Facebook's IPO Failed to Meet Expectations
With all of the hype surrounding the social media giant's IPO, expectations were sky-high. Almost immediately, it became apparent the results were going to be lower than expected. The stock fell right at opening, and share prices plummeted more than 40% over the next several months, with losses totaling $50 billion by August 2012.
Much of the lack of confidence in the stock came from within, as 57% of the shares sold in the IPO were from Facebook insiders. Another factor in the stock's falling price was the decision by General Motors to pull $10 million in advertising from Facebook due to ineffectiveness.
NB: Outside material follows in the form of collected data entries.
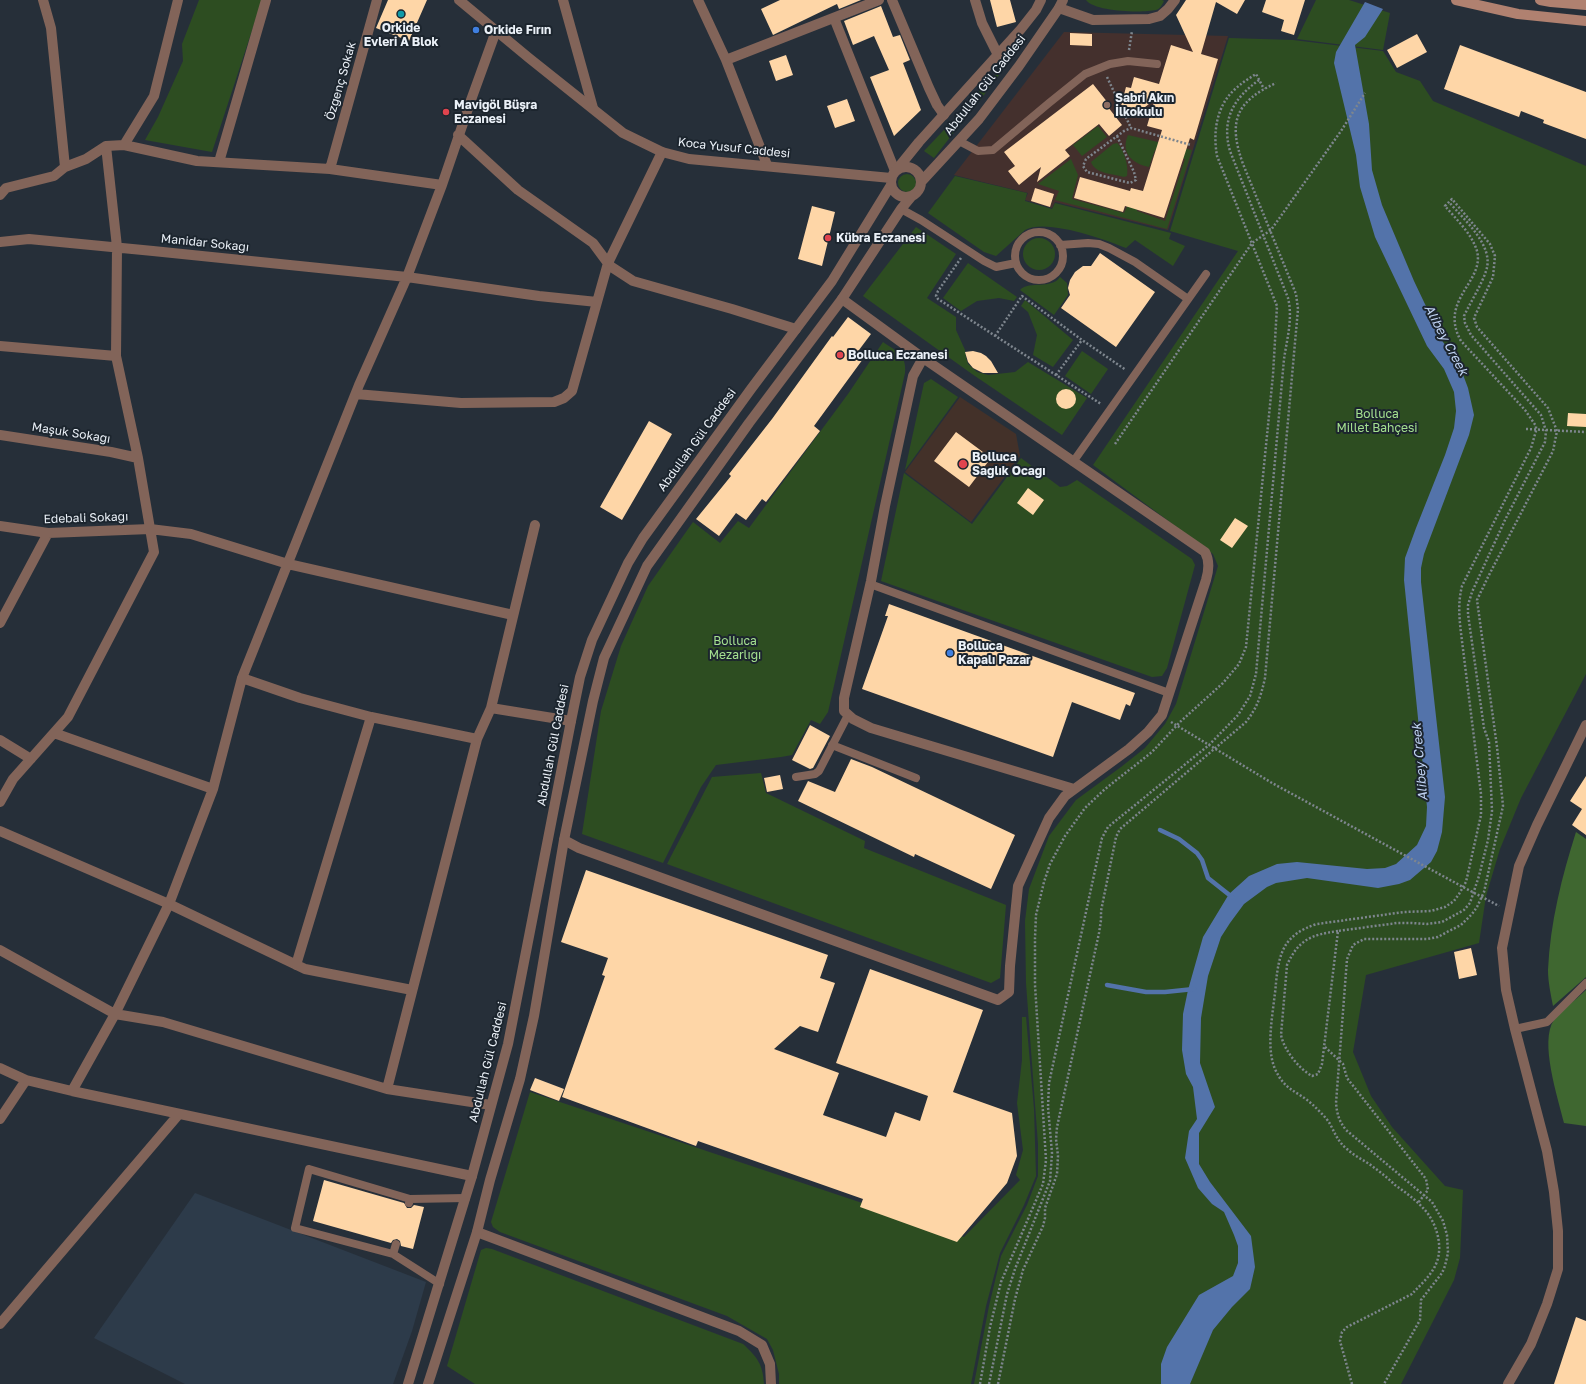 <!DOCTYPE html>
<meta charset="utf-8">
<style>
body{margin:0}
canvas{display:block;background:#262f39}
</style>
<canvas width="1586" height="1384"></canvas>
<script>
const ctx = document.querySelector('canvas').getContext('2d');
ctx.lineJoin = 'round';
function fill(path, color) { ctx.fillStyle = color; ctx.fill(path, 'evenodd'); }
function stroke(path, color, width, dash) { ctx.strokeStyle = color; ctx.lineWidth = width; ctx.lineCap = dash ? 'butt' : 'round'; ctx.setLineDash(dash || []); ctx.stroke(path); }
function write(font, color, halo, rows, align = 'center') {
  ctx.font = font + ' "Golos Text",sans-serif'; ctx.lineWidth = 4; ctx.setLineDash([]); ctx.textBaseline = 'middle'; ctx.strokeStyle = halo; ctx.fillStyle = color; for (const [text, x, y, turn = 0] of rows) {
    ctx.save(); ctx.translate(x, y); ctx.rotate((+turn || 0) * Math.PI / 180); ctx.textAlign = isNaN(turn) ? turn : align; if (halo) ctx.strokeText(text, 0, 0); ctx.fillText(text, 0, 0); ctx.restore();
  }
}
fill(new Path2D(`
 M195,1193L426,1282L412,1331L393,1384H185L94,1338Z`), '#2d3b4a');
fill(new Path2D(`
 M1064,32L1228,36L1168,230L1055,202L1052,208L1025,200L1028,193L954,175Z`), '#44302d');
fill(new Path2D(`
 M960,397L1016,434L1020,456L971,522L905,472Z`), '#433129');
fill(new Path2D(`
 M199,0H262L212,152L145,140L158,117L183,61L182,44Z
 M1086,0H1162L1164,1C1162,5 1160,9 1156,10C1142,13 1095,12 1086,0Z
 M1316,0H1349L1390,13L1383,50L1297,39Z
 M1229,38L1293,40L1383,51L1396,72L1420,81L1433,101L1586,166V674L1521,798L1500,849L1486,896L1479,943L1366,975L1353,1052L1371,1096L1392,1127L1445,1186L1463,1190L1460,1258L1454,1280L1401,1384H974L989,1306L1001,1256L1027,1205L1038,1176V1144L1026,983L1025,921L1029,889L1049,836L1076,800L1121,767L1145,748L1165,724L1176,704L1218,566L1213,554L1093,465L1238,251L1170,231Z
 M1000,70L1002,71L975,107L969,102Z
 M959,114L965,118L934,158L924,151Z
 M1098,126L1107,137L1082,156L1073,145Z
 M1128,135L1192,150L1167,229L1055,200L1059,191L1038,184L1071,159L1078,175L1072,199L1124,213L1128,205L1137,207V211L1165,221L1185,159L1155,150L1149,167C1133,164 1120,153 1128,135Z
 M1117,143C1124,149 1129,167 1127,176L1124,177C1114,174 1095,174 1091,162L1113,144Z
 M898 183a9 9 0 1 1 18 0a9 9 0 1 1-18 0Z
 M955,176L1027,193L1025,201L1052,209L1055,203L1171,233L1169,239L1185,246L1173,266L1135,240L1126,248C1105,239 1045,218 1025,230L996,256L984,252L928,213Z
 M916,227L956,254L927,298L956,317V330L965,350L966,358L968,364L977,372L988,375L1015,372L1028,362L1087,398L1062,435L972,374L863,296Z
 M1023 254a16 16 0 1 1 32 0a16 16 0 1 1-32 0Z
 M968,263L1017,297L1014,301L999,298L977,301L961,311L943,298Z
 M1060,277L1067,283L1068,295L1054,315L1020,290C1030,280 1051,290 1060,277Z
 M1025,300L1073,340L1053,367L1033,355L1037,335L1028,312L1021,306Z
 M883,342C896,351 907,355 905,373L828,712L820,724L811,720L792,755L781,757L716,765L701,787L663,863L582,834L601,711L621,646L648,586L693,522L720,543L738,521L749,528L848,394Z
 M1082,351L1108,369L1091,394L1065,376Z
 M931,379L958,397L905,470L924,383Z
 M1021,458L1060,487L1067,486L1077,480L1192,559L1195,565L1167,668L1162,676L1152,677L881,581L904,473L972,524Z
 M761,773L766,793L865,841L864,848L1006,905L1000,978L991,983L667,864L712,777Z
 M1022,1017H1026L1034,1109L1036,1176L1024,1205L1000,1253L986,1306L971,1384H779V1374L773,1350L767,1339L727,1316L500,1232L493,1227L491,1222L530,1092L964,1237L1020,1180L1016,1175L1023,1150L1017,1103L1022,1060Z
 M486,1248L492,1249L743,1344C757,1357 763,1364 764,1384H475L447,1366L481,1250Z`), '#2d4d21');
fill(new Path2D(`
 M1576,832L1586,839V977L1553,1006C1551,995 1548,982 1548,970C1550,923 1562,876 1576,832Z
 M1586,990V1126L1564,1123C1558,1098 1539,1041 1554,1020C1559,1012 1578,998 1586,990Z`), '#3f6730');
fill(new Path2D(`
 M1365,2L1383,9L1365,37L1355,45L1369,124L1372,170L1382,205L1414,281L1443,342L1459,364L1468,388L1474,415L1469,435L1424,554L1421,568V582L1445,797L1442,832L1437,851L1431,862L1410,880L1399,884L1378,888L1307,878L1276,883L1267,887L1244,904L1230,923L1221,937L1208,976L1201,1018L1200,1063L1215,1107L1199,1133V1164L1210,1182L1251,1236L1255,1267L1250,1289L1232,1307L1213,1330L1190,1384H1161V1364L1167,1347L1199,1295L1233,1276L1238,1263V1246L1234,1235L1224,1212L1212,1204L1198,1188L1185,1158L1189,1131L1197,1119L1193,1087L1186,1074L1182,1050L1183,1014L1188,990L1203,937L1229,894L1249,876L1277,864L1297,862L1367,869L1385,868L1396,864L1417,845L1426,826L1427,807L1404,580L1405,558L1416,528L1445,455L1454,428L1456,411L1454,392L1444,369L1427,346L1375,237L1360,187L1356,155L1334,63L1336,52Z`), '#5373aa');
stroke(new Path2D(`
 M1160,830L1179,839L1197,853L1202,860L1208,878L1232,897
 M1107,985L1146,992H1165L1194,989`), '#5373aa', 4.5);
fill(new Path2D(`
 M388,0H427L409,41L376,28Z
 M780,0H861L839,9L837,4L773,35L761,9Z
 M990,0H1010L1016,22L997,27Z
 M1186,0H1245L1237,14L1216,2L1201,54L1218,59L1194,140L1190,138L1164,218L1125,206L1123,212L1074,198L1080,177L1130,191L1131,188L1143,191L1162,130L1147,126L1155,99L1139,112L1121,106L1126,87L1131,88L1134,77L1159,84L1171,45L1193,52L1176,15Z
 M1266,0H1305L1294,35L1281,31L1284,20L1262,12Z
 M881,6L893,37L900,35L910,60L903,63L921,110L894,136L870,77L889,70L874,36L853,45L844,21Z
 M1070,33L1092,34V46L1070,45Z
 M1417,34L1427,52L1397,68L1387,50Z
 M1460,45L1586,92V139L1543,123L1544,120L1521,111L1519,117L1444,89Z
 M786,55L793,75L776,81L769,61Z
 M1093,84L1108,103L1104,102L1122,125L1109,136L1099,124L1065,150L1070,156L1037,182L1041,167L1019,185L1008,171L1015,166L1004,152Z
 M847,99L855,121L835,128L827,106Z
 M1035,188L1054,194L1050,207L1031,201Z
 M812,206L835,212L822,266L798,259Z
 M1100,253L1155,292L1116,347L1061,308L1070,295L1068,288L1070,280L1075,272L1083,266H1091Z
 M848,317L871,334L856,354L863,359L814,426L820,431L766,502L762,499L746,520L736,513L719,536L696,519L731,476L729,474L772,419L832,336L833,337Z
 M973,351L981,353L986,356L991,361L998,373H983L973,368L968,362L965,352Z
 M1056 399a10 10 0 1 1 20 0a10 10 0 1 1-20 0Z
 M1568,413L1586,414V427L1567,426Z
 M649,421L672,434L622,520L600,507Z
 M956,432L991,458L969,487L934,461Z
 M1028,488L1044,500L1033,515L1017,503Z
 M1235,518L1248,526L1232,548L1220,540Z
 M889,604L1135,693L1130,706L1126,704L1120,720L1072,702L1053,757L862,689L888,616H885Z
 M810,725L830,736L813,768L810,769L792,760Z
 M851,759L872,767L1015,835L991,889L915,854L914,857L798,801L808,781L835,792Z
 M780,775L783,789L767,792L764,778Z
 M1586,776V835L1572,825L1582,809L1570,801Z
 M586,870L828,955L820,978L835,983L818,1032L800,1026L774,1049L839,1073L823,1115L886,1137L895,1112L920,1121L928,1096L836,1063L870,969L983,1010L953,1092L1012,1113L1017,1156L1007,1183L957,1242L860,1207L863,1199L698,1141L696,1146L562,1097L605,976L602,975L608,958L561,942Z
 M1471,948L1477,975L1459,979L1454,952Z
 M535,1078L564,1089L559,1101L530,1090Z
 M324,1180L404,1203L407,1208H411L414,1205L424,1207L413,1249L401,1246L400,1241L397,1239L393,1240L391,1243L313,1221Z
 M1576,1317L1586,1321V1384H1554Z`), '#fed6a7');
stroke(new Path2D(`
 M1129,50L1132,31
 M1107,77L1131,128
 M1117,136L1134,172L1136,180L1130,183L1087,172L1083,166L1086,159L1124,131L1131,128L1191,145
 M961,258L938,291L936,296L938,299L1101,404
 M995,336L1022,296L1082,340L1126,370
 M1056,375L1082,340
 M1526,429L1586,432
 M1115,444L1252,243L1271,230L1341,131L1365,93
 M1171,722L1272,783L1463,887L1499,906
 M1338,931C1311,935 1299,939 1287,965L1281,1035C1284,1050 1299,1069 1312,1076L1318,1074L1322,1064L1338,931L1397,923H1412L1427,924L1442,922L1464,910L1470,903L1479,876L1488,840L1492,811L1489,742L1484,728L1468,614V605L1472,592L1505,520L1545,442L1546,431L1541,415L1471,335L1465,323L1464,316C1471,301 1481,286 1486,271C1495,246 1464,220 1449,202
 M1325,1047L1343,1064L1347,1078L1426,1179L1428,1190L1418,1203
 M980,1384L990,1327L1001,1282L1043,1184L1046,1160L1035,985V938L1036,915L1044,882L1050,864L1065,836L1085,808L1105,789L1152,752L1180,722L1223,683L1239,664L1246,647L1273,375L1277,306L1217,156C1213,133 1216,108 1233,91C1240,84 1248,79 1256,74L1264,89
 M989,1384L1007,1294L1015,1269L1050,1181L1052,1153L1048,1107L1049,1083L1102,838L1108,827L1209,745L1238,715L1250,696L1256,674L1284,359C1287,339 1293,318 1288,298L1230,151C1221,119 1234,98 1259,80
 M998,1384L1015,1299L1023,1270L1043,1226L1045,1218V1208L1057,1174L1058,1156L1056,1139L1057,1127L1099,933L1101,920V911L1116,837L1120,829L1246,722C1257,708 1261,696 1265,678L1298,309L1296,294L1243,164C1228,122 1235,102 1276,83
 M1352,1384L1340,1341L1342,1332L1347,1327L1412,1294C1420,1285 1431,1276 1436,1264C1444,1246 1436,1221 1423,1208C1415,1199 1405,1192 1395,1185C1388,1178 1380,1172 1372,1166C1364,1160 1354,1156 1347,1149C1338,1142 1335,1133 1330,1124C1326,1117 1318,1110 1312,1104C1296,1090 1285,1091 1275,1069C1265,1046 1274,1009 1276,983C1279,951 1285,934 1317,924L1404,912L1431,911L1445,907L1454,901L1459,894L1466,882L1481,815V794L1461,633C1459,616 1458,602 1462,586L1531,448L1536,431V426L1525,410L1461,341C1438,300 1485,282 1477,251C1472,234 1456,219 1445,206L1452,199L1490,244L1495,256L1493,277L1474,318L1477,327L1548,408L1557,431L1553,451L1488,577L1477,600L1497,747L1503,806L1484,892L1477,907L1472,914L1461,925L1447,932L1438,937L1427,939H1364L1353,945L1347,959L1336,1103C1337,1114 1339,1121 1346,1130L1432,1202L1443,1221L1447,1235L1448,1253L1445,1266L1442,1273L1421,1300L1420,1320L1384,1384`), '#7e868e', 2.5, [2, 2]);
stroke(new Path2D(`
 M959,141L978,151L993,150L1049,103L1085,74L1110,64L1128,61L1157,64
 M901,209L921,220L984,261L996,267L1016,263
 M1015 256a24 24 0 1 1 48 0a24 24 0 1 1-48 0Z
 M1060,245L1088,243L1099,244L1109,248L1135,262L1188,299
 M1073,462L1206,274
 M870,584L1169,693
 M832,745L916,778
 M796,777L815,774L819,771L848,715
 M1515,1029L1547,1022L1586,983
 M409,1203L410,1199L466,1198
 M396,1244L393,1254L440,1284
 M393,1254L295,1228L309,1169L410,1199`), '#826459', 8);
stroke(new Path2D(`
 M43,0L51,28L65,167
 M563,0L593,108
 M698,0L726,60L767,165
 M892,0L929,88L937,105L944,115
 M975,0L982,23L998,55
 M1059,8L1093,20L1149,19L1160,16L1168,9L1175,0
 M834,18L895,171
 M726,60L879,0
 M458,135L518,190L593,243L610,266L633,281L732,309L796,329
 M124,145L197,161L330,169L442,185
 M219,162L266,0
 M330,169L377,0
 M0,195L6,188L54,176L65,167L86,159L106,146L124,145L154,96L178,0
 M0,242L29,239L153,251L407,277L539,296L597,302
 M0,346L116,356
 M923,358L913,376L885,506L871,581L844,698V711L853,719L871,728L1074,789
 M356,394L461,403L554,402L564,398L572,391L608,263L662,152
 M0,435L111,452L138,458
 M0,526L48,533L150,529L191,534L288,564L513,615
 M0,623L48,533
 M242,678L300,698L371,717L477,739
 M491,708L535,525
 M54,733L213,789
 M0,740L31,759
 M0,802L13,779L68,717L154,552L138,458L116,356L117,247L106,146
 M0,831L169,904L305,969L412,990
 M564,840L579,848L998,1000L1009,992L1010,966L1018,886L1049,818L1065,796L1129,749L1148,732L1162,715L1206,580C1209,570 1210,561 1205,552L923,358L842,299
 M0,950L115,1014L163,1022L387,1089L491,1105
 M296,965L371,717
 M0,1068L26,1080L72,1091L472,1176
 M387,1089L477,739L491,708L571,721
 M72,1091L115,1014L169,904L213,789L242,678L359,385L407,277L442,185L471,100L496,31
 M0,1119L26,1080
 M477,1232L739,1331L762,1345L770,1364L771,1384
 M0,1324L179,1114
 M1508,1384L1531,1344L1547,1304L1558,1269V1231L1554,1192L1547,1151L1515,1029L1506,990L1502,948L1519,866L1537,825L1586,725`), '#826459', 10);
stroke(new Path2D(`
 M459,0L529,58L623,133L662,152L689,159L891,178
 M891 182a15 15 0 1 1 30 0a15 15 0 1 1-30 0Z
 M898,168L919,142L1021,29L1036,10L1041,0
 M921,182L979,119L1019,66L1059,8L1063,0
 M408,1384L472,1176L508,1044L571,721L580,677L592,640L628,563L643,538L751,389L832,281L891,185
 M428,1384L477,1232L490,1180L520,1079L534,1016L564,840L593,701L604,658L647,566L749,423L842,299L901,209L911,197`), '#826459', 10);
stroke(new Path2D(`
 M1456,0L1518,14L1586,21
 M1540,0L1551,2L1586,5`), '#b08170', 10);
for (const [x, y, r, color] of [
 [401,14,4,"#0f9aa8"],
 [476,30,4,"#3f7fe0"],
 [1107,105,4,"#8d6e63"],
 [446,112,4,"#e0444e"],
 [828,238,4,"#e0444e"],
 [840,355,4,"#e0444e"],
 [963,464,5,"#e0444e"],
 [950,653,4,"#3f7fe0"]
]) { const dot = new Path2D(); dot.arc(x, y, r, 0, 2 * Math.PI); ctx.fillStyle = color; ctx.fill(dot); stroke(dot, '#1c252e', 1.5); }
write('bold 12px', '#ebf1f8', '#1c252e', [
 ["Orkide",401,28,"center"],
 ["Evleri A Blok",401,42,"center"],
 ["Orkide Fırın",484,30],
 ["Sabri Akın",1115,98],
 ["İlkokulu",1115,112],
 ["Mavigöl Büşra",454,105],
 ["Eczanesi",454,119],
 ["Kübra Eczanesi",836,238],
 ["Bolluca Eczanesi",848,355],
 ["Bolluca",972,457],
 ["Sağlık Ocağı",972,471],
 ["Bolluca",958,646],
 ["Kapalı Pazar",958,660]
], 'left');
write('12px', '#ebf1f8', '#1c252e', [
 ["Özgenç Sokak",341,81,-74],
 ["Abdullah Gül Caddesi",985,85,-52],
 ["Koca Yusuf Caddesi",734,148,6],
 ["Manidar Sokağı",205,243,6],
 ["Maşuk Sokağı",71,433,9],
 ["Abdullah Gül Caddesi",697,440,-54],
 ["Edebali Sokağı",86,518,-2],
 ["Abdullah Gül Caddesi",553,745,-79],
 ["Abdullah Gül Caddesi",488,1062,-76]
]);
write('12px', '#a5e190', '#1c252e', [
 ["Bolluca",1377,414],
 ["Millet Bahçesi",1377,428],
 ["Bolluca",735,641],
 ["Mezarlığı",735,655]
]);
write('italic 13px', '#c0d3f3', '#1c252e', [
 ["Alibey Creek",1446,340,62],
 ["Alibey Creek",1420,762,-95]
]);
</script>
NASDAQ Glitch Costs Investors
Facebook's initial IPO price was raised just before going public to between $35 and $38, citing heavy demand. However, a glitch in NASDAQ’s electronic trading system delayed some investors from selling the stock on its first day of trading when the stock price fell. Investors stuck with huge losses sued, and NASDAQ eventually paid a $10 million fine over the botched IPO debacle.
Facebook’s Eventual Rise
In 2015, Facebook's heavy focus on its mobile platform helped the company's stock rise 30%. The social networking company joins Apple, Alphabet and Microsoft as the only other tech giants with a $300 billion market capitalization.